- De janeiro a outubro de 2025, São Paulo registrou 207 feminicídios consumados, alta de dez,1% em relação a 2024 (188 casos).
- A capital teve aumento de 23,3% e respondeu por cerca de um quarto dos feminicídios do estado; a residência continua sendo o local principal (seis em cada dez).
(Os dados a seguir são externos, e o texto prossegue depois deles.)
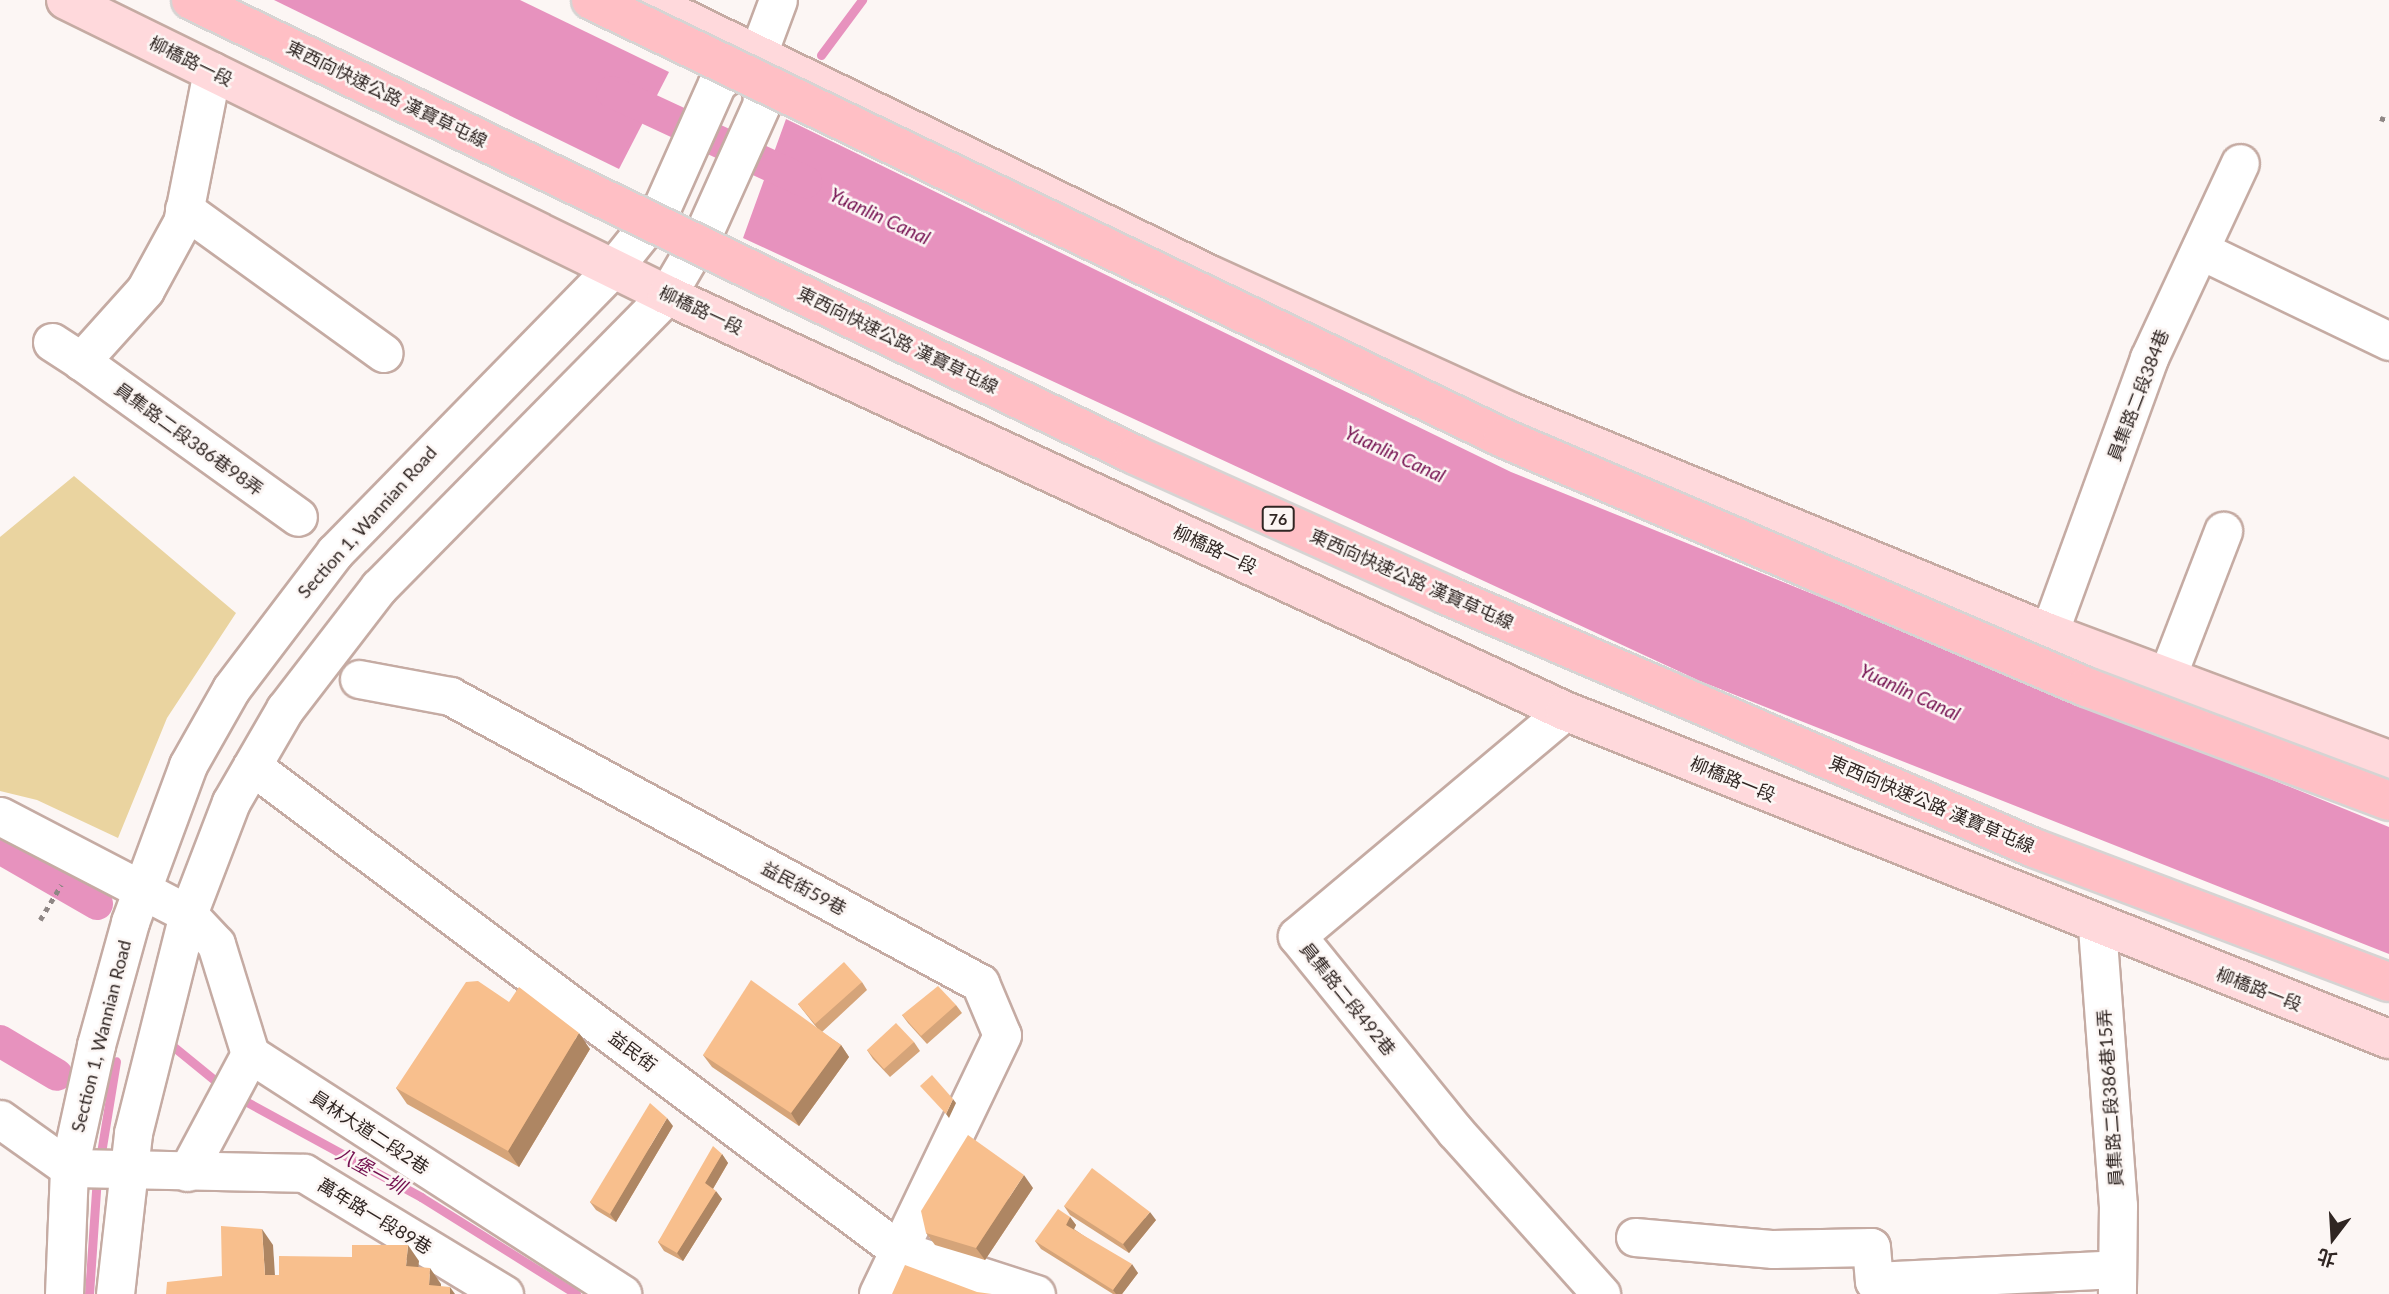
<!DOCTYPE html>
<meta charset="utf-8">
<style>
body{margin:0}
#map{position:relative;width:2389px;height:1294px;overflow:hidden;background:#fcf6f4;font-family:Lato,"Noto Sans TC",sans-serif}
div>[style]{position:absolute}
[style*='--x']{left:calc(var(--x)*1px);top:calc(var(--y)*1px);width:calc(var(--w)*1px);rotate:calc(var(--a)*1deg)}
.green>*{inset:0;background:#ead4a0}
.water>*{inset:0;background:#e792be}
.stream>*{height:9px;margin:-4.5px;padding:0 4.5px;transform-origin:4.5px;border-radius:4.5px;background:#e792be}
.canal>*{height:32px;margin:-16px;padding:0 16px;transform-origin:16px;border-radius:16px;background:#e792be}
.path>*{height:4.5px;margin-top:-2.25px;transform-origin:0;background:repeating-linear-gradient(90deg,#8f8785 0 5px,transparent 0 10px)}
.roads{filter:drop-shadow(2px 0 #c5aba3) drop-shadow(-2px 0 #c5aba3) drop-shadow(0 2px #c5aba3) drop-shadow(0 -2px #c5aba3)}
.minor>*{height:37px;margin:-18.5px;padding:0 18.5px;transform-origin:18.5px;border-radius:18.5px;background:#fff}
.major>*{height:38px;margin:-19px;padding:0 19px;transform-origin:19px;border-radius:19px;background:#ffd9dc}
.bridges{filter:drop-shadow(2px 0 #d6d4d3) drop-shadow(-2px 0 #d6d4d3) drop-shadow(0 2px #d6d4d3) drop-shadow(0 -2px #d6d4d3)}
.highway-bridge>*{height:38px;margin:-19px;padding:0 19px;transform-origin:19px;border-radius:19px;background:#ffbfc5}
.wall>*{inset:0;background:#d5a479}
.shaded-wall>*{inset:0;background:#ae8663}
.building>*{inset:0;background:#f8bf8d}
span{translate:-50% -50%;white-space:nowrap;text-align:center;line-height:1.15;-webkit-text-stroke:5px #fcf6f4;paint-order:stroke}
.shield-label span{padding:2px 5px;background:#fcf6f4;border:2px solid;border-radius:5px;-webkit-text-stroke-width:0}
.shield-label{font-size:16px;color:#302623;font-weight:700}
.street-label{font-size:18px;color:#302623}
.water-label{font-size:19px;color:#741050;font-style:italic}
.north{position:absolute;left:2298px;top:1203px;width:70px;height:70px;-webkit-text-stroke:5px #fcf6f4;paint-order:stroke;rotate:197deg;font-size:19px;font-weight:700;line-height:28px;text-align:center;color:#302623}
.north::after{content:'';display:block;margin:auto;width:24px;height:32px;background:#302623;clip-path:polygon(50% 0,100% 100%,50% 72%,0 100%)}
</style>
<div id="map">
<div class="green">
<div style="clip-path:polygon(74px 476px,236px 613px,167px 718px,118px 838px,37px 800px,0 791px,0 537px)"></div>
</div>
<div class="water">
<div style="clip-path:polygon(274px 0,520px 0,669px 72px,619px 169px)"></div>
<div style="clip-path:polygon(786px 119px,1511px 472px,2389px 827px,2389px 954px,1700px 681px,743px 238px)"></div>
</div>
<div class="stream">
<div style="--x:821;--y:55;--w:69;--a:-53.3"></div>
<div style="--x:169;--y:1043;--w:68;--a:39.1"></div>
<div style="--x:236;--y:1096;--w:211;--a:28.6"></div>
<div style="--x:421;--y:1197;--w:183;--a:32"></div>
<div style="--x:100;--y:1159;--w:99;--a:-80.7"></div>
<div style="--x:89;--y:1294;--w:117;--a:-86.1"></div>
</div>
<div class="canal">
<div style="--x:612;--y:92;--w:214;--a:24.9"></div>
<div style="--x:0;--y:848;--w:112;--a:30"></div>
<div style="--x:0;--y:1041;--w:66;--a:30.8"></div>
</div>
<div class="path">
<div style="--x:2380;--y:118;--w:9;--a:18"></div>
<div style="--x:40;--y:920;--w:41;--a:-59"></div>
</div>
<div class="roads">
<div class="minor">
<div style="--x:212;--y:71;--w:154;--a:101.2"></div>
<div style="--x:182;--y:222;--w:77;--a:118.6"></div>
<div style="--x:145;--y:290;--w:96;--a:132"></div>
<div style="--x:81;--y:361;--w:267;--a:35.7"></div>
<div style="--x:184;--y:209;--w:246;--a:35.8"></div>
<div style="--x:2200;--y:250;--w:210;--a:25.7"></div>
<div style="--x:52;--y:342;--w:35;--a:33"></div>
<div style="--x:2049;--y:633;--w:293;--a:-70"></div>
<div style="--x:2149;--y:358;--w:215;--a:-65"></div>
<div style="--x:359;--y:679;--w:93;--a:10.6"></div>
<div style="--x:450;--y:696;--w:603;--a:28.44"></div>
<div style="--x:980;--y:983;--w:56;--a:67.1"></div>
<div style="--x:1002;--y:1035;--w:287;--a:115.6"></div>
<div style="--x:2166;--y:679;--w:159;--a:-68.9"></div>
<div style="--x:1565;--y:711;--w:350;--a:140"></div>
<div style="--x:1297;--y:936;--w:251;--a:51"></div>
<div style="--x:1455;--y:1131;--w:219;--a:48.1"></div>
<div style="--x:252;--y:766;--w:806;--a:36.83"></div>
<div style="--x:897;--y:1249;--w:146;--a:17.9"></div>
<div style="--x:0;--y:816;--w:212;--a:27.5"></div>
<div style="--x:188;--y:914;--w:41;--a:47"></div>
<div style="--x:216;--y:944;--w:115;--a:72.8"></div>
<div style="--x:250;--y:1054;--w:443;--a:32.8"></div>
<div style="--x:2097;--y:927;--w:279;--a:85.7"></div>
<div style="--x:2118;--y:1205;--w:88;--a:90.7"></div>
<div style="--x:0;--y:1119;--w:85;--a:35.4"></div>
<div style="--x:69;--y:1168;--w:235;--a:1.2"></div>
<div style="--x:304;--y:1173;--w:234;--a:31.2"></div>
<div style="--x:187;--y:1172;--w:134;--a:-61.9"></div>
<div style="--x:1635;--y:1237;--w:139;--a:5"></div>
<div style="--x:1773;--y:1249;--w:98;--a:-1.2"></div>
<div style="--x:1871;--y:1247;--w:34;--a:85"></div>
<div style="--x:1874;--y:1281;--w:243;--a:-2.8"></div>
<div style="--x:64;--y:1294;--w:126;--a:-87.7"></div>
<div style="--x:69;--y:1168;--w:126;--a:-77.6"></div>
<div style="--x:96;--y:1045;--w:128;--a:-74.5"></div>
<div style="--x:130;--y:922;--w:167;--a:-69.7"></div>
<div style="--x:188;--y:765;--w:87;--a:-60.5"></div>
<div style="--x:231;--y:689;--w:172;--a:-52.8"></div>
<div style="--x:335;--y:552;--w:399;--a:-45.6"></div>
<div style="--x:614;--y:267;--w:75;--a:-51"></div>
<div style="--x:661;--y:209;--w:138;--a:-66"></div>
<div style="--x:717;--y:83;--w:51;--a:-37.1"></div>
<div style="--x:115;--y:1294;--w:162;--a:-83.6"></div>
<div style="--x:133;--y:1133;--w:226;--a:-75.9"></div>
<div style="--x:188;--y:914;--w:120;--a:-69"></div>
<div style="--x:231;--y:802;--w:108;--a:-59.9"></div>
<div style="--x:285;--y:709;--w:154;--a:-52.4"></div>
<div style="--x:379;--y:587;--w:410;--a:-45.4"></div>
<div style="--x:667;--y:295;--w:75;--a:-59.7"></div>
<div style="--x:705;--y:230;--w:139;--a:-65.8"></div>
<div style="--x:762;--y:103;--w:52;--a:-93.3"></div>
<div style="--x:759;--y:51;--w:54;--a:-69.6"></div>
</div>
<div class="major">
<div style="--x:66;--y:0;--w:669;--a:26.14"></div>
<div style="--x:667;--y:295;--w:990;--a:24.86"></div>
<div style="--x:1565;--y:711;--w:887;--a:21.71"></div>
<div style="--x:645;--y:0;--w:631;--a:25.96"></div>
<div style="--x:1212;--y:276;--w:331;--a:24.5"></div>
<div style="--x:1513;--y:413;--w:579;--a:22.32"></div>
<div style="--x:2049;--y:633;--w:363;--a:20.5"></div>
</div>
</div>
<div class="bridges">
<div class="highway-bridge">
<div style="--x:191;--y:0;--w:1048;--a:25.73"></div>
<div style="--x:1135;--y:455;--w:341;--a:24.2"></div>
<div style="--x:1446;--y:595;--w:640;--a:23.28"></div>
<div style="--x:2034;--y:848;--w:379;--a:20.7"></div>
<div style="--x:591;--y:0;--w:1012;--a:25.65"></div>
<div style="--x:1503;--y:438;--w:634;--a:23.13"></div>
<div style="--x:2086;--y:687;--w:324;--a:20.6"></div>
</div>
</div>
<div class="wall">
<div style="clip-path:polygon(862px 982px,867px 990px,822px 1032px,841px 1045px,849px 1057px,799px 1126px,712px 1067px,703px 1055px,817px 1028px,798px 1004px)"></div>
<div style="clip-path:polygon(509px 1002px,590px 1049px,519px 1167px,407px 1104px,396px 1088px)"></div>
<div style="clip-path:polygon(956px 1005px,962px 1013px,927px 1044px,908px 1023px,902px 1015px)"></div>
<div style="clip-path:polygon(914px 1042px,920px 1051px,890px 1077px,873px 1059px,867px 1050px)"></div>
<div style="clip-path:polygon(673px 1126px,616px 1222px,596px 1210px,590px 1202px)"></div>
<div style="clip-path:polygon(722px 1154px,728px 1163px,713px 1189px,722px 1199px,683px 1261px,664px 1251px,658px 1242px)"></div>
<div style="clip-path:polygon(1033px 1188px,985px 1260px,935px 1245px,926px 1233px)"></div>
<div style="clip-path:polygon(1064px 1206px,1156px 1220px,1129px 1253px,1070px 1215px)"></div>
<div style="clip-path:polygon(1070px 1217px,1076px 1225px,1074px 1229px,1138px 1273px,1122px 1294px,1113px 1294px,1041px 1249px,1035px 1241px)"></div>
</div>
<div class="shaded-wall">
<div style="clip-path:polygon(579px 1033px,590px 1049px,519px 1167px,508px 1151px)"></div>
<div style="clip-path:polygon(841px 1045px,849px 1057px,799px 1126px,791px 1113px)"></div>
<div style="clip-path:polygon(953px 1099px,956px 1103px,949px 1118px,946px 1114px)"></div>
<div style="clip-path:polygon(667px 1118px,673px 1126px,616px 1222px,610px 1214px)"></div>
<div style="clip-path:polygon(722px 1154px,728px 1163px,711px 1192px,705px 1183px)"></div>
<div style="clip-path:polygon(1024px 1175px,1033px 1188px,985px 1260px,976px 1248px)"></div>
<div style="clip-path:polygon(716px 1191px,722px 1199px,683px 1261px,677px 1253px)"></div>
<div style="clip-path:polygon(1150px 1212px,1156px 1220px,1129px 1253px,1123px 1244px)"></div>
<div style="clip-path:polygon(1070px 1217px,1076px 1225px,1072px 1233px,1066px 1225px)"></div>
<div style="clip-path:polygon(262px 1229px,273px 1245px,276px 1291px,265px 1275px)"></div>
<div style="clip-path:polygon(408px 1245px,419px 1261px,417px 1282px,406px 1266px)"></div>
<div style="clip-path:polygon(1132px 1264px,1138px 1273px,1122px 1294px,1116px 1294px,1113px 1290px)"></div>
<div style="clip-path:polygon(430px 1268px,441px 1284px,441px 1294px,429px 1285px)"></div>
<div style="clip-path:polygon(450px 1287px,455px 1294px,450px 1294px)"></div>
</div>
<div class="building">
<div style="clip-path:polygon(844px 962px,862px 982px,815px 1024px,798px 1004px)"></div>
<div style="clip-path:polygon(751px 980px,841px 1045px,791px 1113px,703px 1055px)"></div>
<div style="clip-path:polygon(478px 981px,509px 1002px,519px 987px,579px 1033px,508px 1151px,396px 1088px,466px 982px)"></div>
<div style="clip-path:polygon(938px 986px,956px 1005px,921px 1036px,902px 1015px)"></div>
<div style="clip-path:polygon(896px 1023px,914px 1042px,884px 1069px,867px 1050px)"></div>
<div style="clip-path:polygon(932px 1075px,953px 1099px,946px 1114px,920px 1086px)"></div>
<div style="clip-path:polygon(650px 1103px,667px 1118px,610px 1214px,590px 1202px)"></div>
<div style="clip-path:polygon(968px 1135px,1024px 1175px,976px 1248px,926px 1233px,921px 1211px)"></div>
<div style="clip-path:polygon(713px 1146px,722px 1154px,705px 1183px,716px 1191px,677px 1253px,658px 1242px)"></div>
<div style="clip-path:polygon(1092px 1168px,1150px 1212px,1123px 1244px,1064px 1206px)"></div>
<div style="clip-path:polygon(1058px 1209px,1070px 1217px,1066px 1225px,1132px 1264px,1113px 1290px,1035px 1241px)"></div>
<div style="clip-path:polygon(221px 1226px,262px 1229px,265px 1275px,279px 1275px,279px 1256px,352px 1257px,352px 1245px,408px 1245px,406px 1266px,430px 1268px,429px 1285px,450px 1287px,450px 1294px,166px 1294px,167px 1282px,222px 1276px)"></div>
<div style="clip-path:polygon(905px 1265px,977px 1292px,992px 1294px,892px 1294px)"></div>
</div>
<div class="shield-label">
<span style="left:1278px;top:519px">76</span>
</div>
<div class="street-label">
<span style="left:191px;top:61px;rotate:26deg">柳橋路一段</span>
<span style="left:387px;top:94px;rotate:26deg">東西向快速公路 漢寶草屯線</span>
<span style="left:701px;top:310px;rotate:25deg">柳橋路一段</span>
<span style="left:898px;top:340px;rotate:26deg">東西向快速公路 漢寶草屯線</span>
<span style="left:2138px;top:395px;rotate:-69deg">員集路二段384巷</span>
<span style="left:189px;top:439px;rotate:36deg">員集路二段386巷98弄</span>
<span style="left:367px;top:522px;rotate:-48deg">Section 1, Wannian Road</span>
<span style="left:1215px;top:549px;rotate:25deg">柳橋路一段</span>
<span style="left:1412px;top:579px;rotate:24deg">東西向快速公路 漢寶草屯線</span>
<span style="left:1733px;top:779px;rotate:22deg">柳橋路一段</span>
<span style="left:1932px;top:804px;rotate:23deg">東西向快速公路 漢寶草屯線</span>
<span style="left:804px;top:888px;rotate:28deg">益民街59巷</span>
<span style="left:2259px;top:989px;rotate:21deg">柳橋路一段</span>
<span style="left:1348px;top:999px;rotate:51deg">員集路二段492巷</span>
<span style="left:101px;top:1036px;rotate:-76deg">Section 1, Wannian Road</span>
<span style="left:633px;top:1051px;rotate:37deg">益民街</span>
<span style="left:2110px;top:1098px;rotate:-94deg">員集路二段386巷15弄</span>
<span style="left:370px;top:1132px;rotate:33deg">員林大道二段2巷</span>
<span style="left:375px;top:1216px;rotate:31deg">萬年路一段89巷</span>
</div>
<div class="water-label">
<span style="left:880px;top:216px;rotate:25deg">Yuanlin Canal</span>
<span style="left:1395px;top:454px;rotate:25deg">Yuanlin Canal</span>
<span style="left:1910px;top:692px;rotate:25deg">Yuanlin Canal</span>
<span style="left:371px;top:1170px;rotate:29deg">八堡一圳</span>
</div>
<div class="north">北</div>
</div>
- Vias públicas representam aproximadamente um terço dos casos; armas brancas e objetos contundentes correspondem a 56%, enforcamento a 17,4% e arma de fogo a 16,9%.
- Entre as vítimas, 51% eram brancas, 45% negras, e cerca de 73% tinham entre 20 e 49 anos.
- Especialistas destacam lacuna na atuação das forças de segurança e apontam medidas como ampliar Delegacias da Mulher e integrar ações entre saúde e assistência social.
O estado de São Paulo registrou 207 feminicídios consumados entre janeiro e outubro de 2025, ante 188 no mesmo período de 2024, segundo o Instituto Sou da Paz. O aumento foi de 10,1%, sendo a capital responsável por 23,3% dos casos no estado.
A capital paulista concentrou a maior parte das ocorrências, respondendo por um quarto dos feminicídios do estado. O local mais comum continua sendo a residência, onde ocorreram seis de cada dez crimes. Em vias públicas, o registro subiu e já representa cerca de um terço do total.
Local e meios do crime
Armas brancas ou objetos contundentes respondem por 56% dos casos, seguidas pelo enforcamento (17,4%) e pela arma de fogo (16,9%). Em relação às vítimas, 51% são brancas e 45% negras; aproximadamente 73% tinham entre 20 e 49 anos.
Perfil das vítimas e lacunas na segurança
Entre as vítimas, a faixa etária de 20 a 49 anos predomina. O estudo aponta lacunas na atuação das forças de segurança para enfrentar a violência contra a mulher. O texto aponta que, embora haja políticas contra crimes patrimoniais, há ausência de uma estratégia estruturada para combater o feminicídio tanto no estado quanto na capital.
Medidas sugeridas
Especialistas destacam a necessidade de ampliar as Delegacias da Defesa da Mulher e promover maior integração entre as secretarias municipais de saúde e assistência social, visando prevenir ciclos de violência. Essas ações seriam parte de uma resposta mais abrangente à violência contra a mulher no estado.